Data to examine:

★ ★ ★

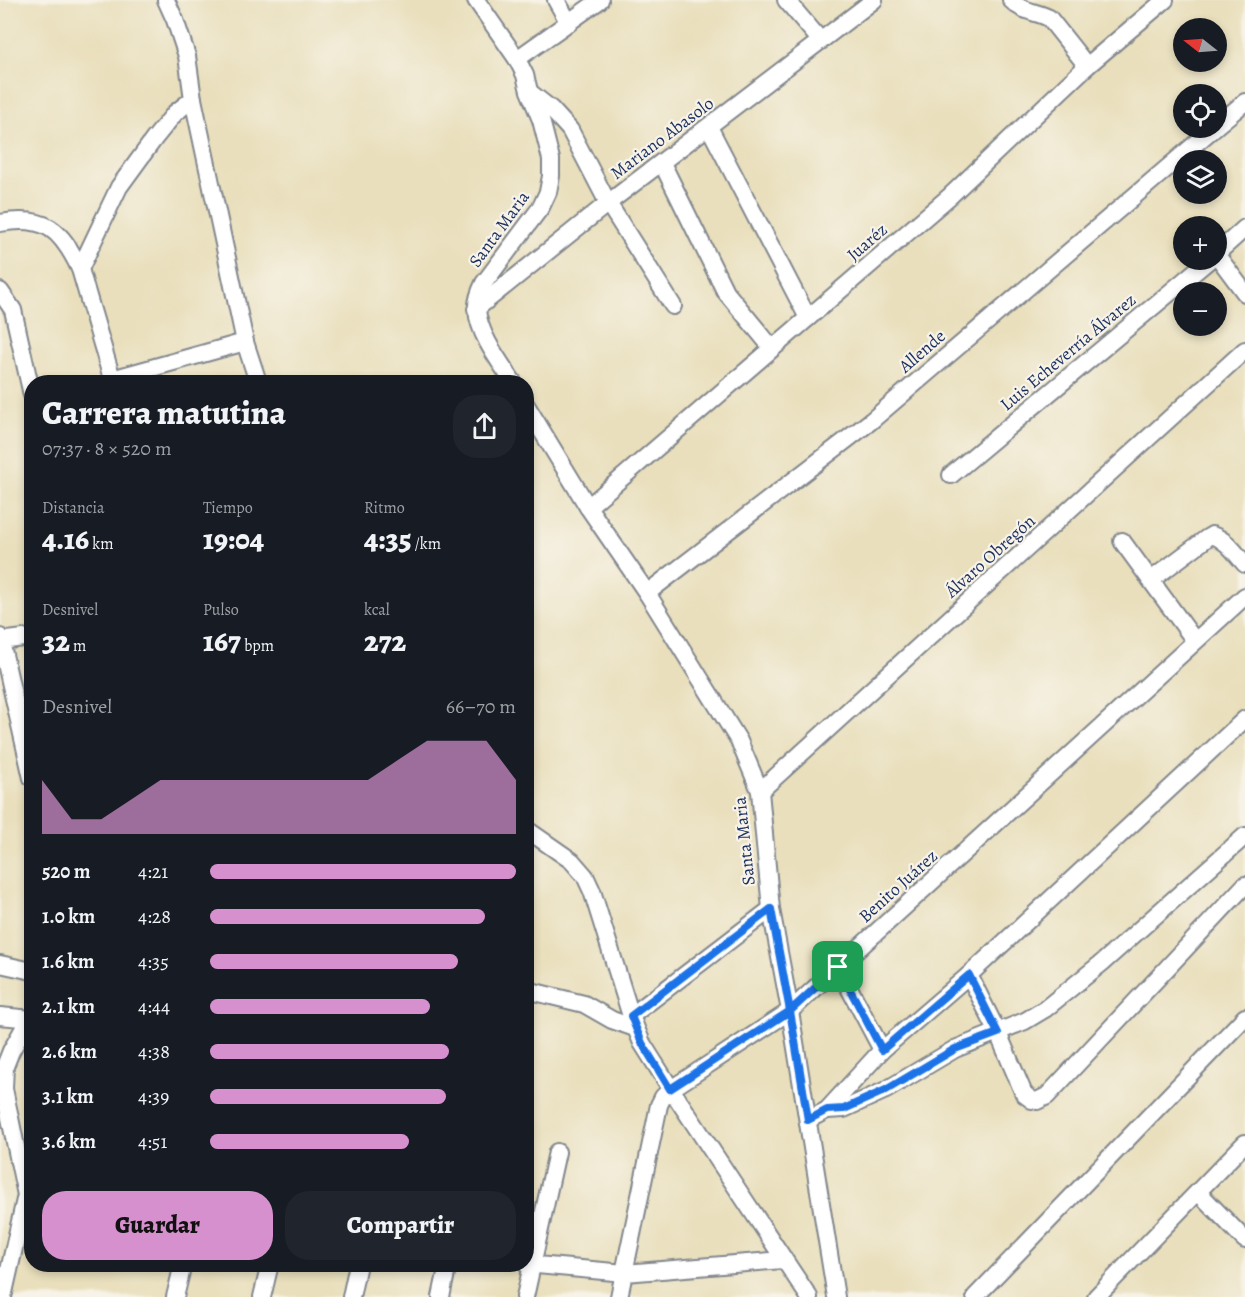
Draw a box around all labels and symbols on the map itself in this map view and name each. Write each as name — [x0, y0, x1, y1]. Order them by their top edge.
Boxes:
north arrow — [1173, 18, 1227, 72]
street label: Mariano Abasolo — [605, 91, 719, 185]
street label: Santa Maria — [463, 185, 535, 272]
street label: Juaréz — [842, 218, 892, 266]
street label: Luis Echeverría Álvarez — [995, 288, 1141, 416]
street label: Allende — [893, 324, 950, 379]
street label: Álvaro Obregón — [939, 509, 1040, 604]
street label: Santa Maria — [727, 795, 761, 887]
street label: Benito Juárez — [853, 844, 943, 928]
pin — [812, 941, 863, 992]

★ ★ ★

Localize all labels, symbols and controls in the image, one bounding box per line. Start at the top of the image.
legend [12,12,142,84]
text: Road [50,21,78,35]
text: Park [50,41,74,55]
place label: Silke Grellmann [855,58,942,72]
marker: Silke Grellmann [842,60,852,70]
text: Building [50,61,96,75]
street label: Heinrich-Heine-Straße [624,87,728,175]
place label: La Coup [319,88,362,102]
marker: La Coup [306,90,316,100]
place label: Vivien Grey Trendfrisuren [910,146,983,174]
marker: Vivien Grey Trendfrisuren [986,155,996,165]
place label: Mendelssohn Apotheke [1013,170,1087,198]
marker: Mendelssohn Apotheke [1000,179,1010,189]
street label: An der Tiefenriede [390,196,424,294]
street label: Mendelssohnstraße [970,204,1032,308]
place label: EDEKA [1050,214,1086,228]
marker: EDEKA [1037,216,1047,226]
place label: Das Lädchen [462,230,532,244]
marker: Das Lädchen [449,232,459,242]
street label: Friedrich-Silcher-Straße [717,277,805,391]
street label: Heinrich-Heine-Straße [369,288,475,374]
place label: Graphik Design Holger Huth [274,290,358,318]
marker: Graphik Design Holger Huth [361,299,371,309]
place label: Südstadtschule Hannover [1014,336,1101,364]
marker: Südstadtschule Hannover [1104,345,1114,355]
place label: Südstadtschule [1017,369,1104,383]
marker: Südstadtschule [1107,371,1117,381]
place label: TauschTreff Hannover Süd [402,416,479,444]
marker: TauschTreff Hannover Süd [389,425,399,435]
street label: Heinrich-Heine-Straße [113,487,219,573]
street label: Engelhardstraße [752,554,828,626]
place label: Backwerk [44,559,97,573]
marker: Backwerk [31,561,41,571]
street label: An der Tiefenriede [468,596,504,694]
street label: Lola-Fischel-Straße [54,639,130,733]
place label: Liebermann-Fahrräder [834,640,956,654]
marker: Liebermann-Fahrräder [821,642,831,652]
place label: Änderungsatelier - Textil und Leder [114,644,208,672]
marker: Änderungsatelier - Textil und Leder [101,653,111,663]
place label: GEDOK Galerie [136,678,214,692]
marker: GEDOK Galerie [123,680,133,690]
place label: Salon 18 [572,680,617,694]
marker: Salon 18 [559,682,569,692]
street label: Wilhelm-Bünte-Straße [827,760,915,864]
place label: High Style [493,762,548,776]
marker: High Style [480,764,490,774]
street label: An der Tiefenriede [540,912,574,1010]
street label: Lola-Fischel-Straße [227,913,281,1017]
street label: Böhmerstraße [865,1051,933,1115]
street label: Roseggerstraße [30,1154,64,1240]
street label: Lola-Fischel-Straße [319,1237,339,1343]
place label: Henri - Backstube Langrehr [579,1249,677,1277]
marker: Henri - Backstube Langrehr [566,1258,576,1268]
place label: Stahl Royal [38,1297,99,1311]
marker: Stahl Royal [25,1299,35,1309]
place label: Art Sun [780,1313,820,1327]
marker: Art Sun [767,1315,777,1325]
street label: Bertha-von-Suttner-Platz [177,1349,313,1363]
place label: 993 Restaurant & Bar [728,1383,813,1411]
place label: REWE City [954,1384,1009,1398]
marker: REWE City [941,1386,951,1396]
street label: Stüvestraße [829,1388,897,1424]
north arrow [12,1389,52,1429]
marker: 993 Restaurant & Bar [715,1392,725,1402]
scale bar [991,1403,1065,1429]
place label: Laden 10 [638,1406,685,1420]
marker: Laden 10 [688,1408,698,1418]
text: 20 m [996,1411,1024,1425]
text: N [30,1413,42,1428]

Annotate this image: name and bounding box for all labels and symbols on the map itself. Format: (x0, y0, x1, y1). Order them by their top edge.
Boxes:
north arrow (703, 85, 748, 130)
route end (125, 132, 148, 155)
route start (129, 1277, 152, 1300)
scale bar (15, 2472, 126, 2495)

★ ★ ★

Count how many lines of the listing above include the word "them", then reply with that count and no other text.

2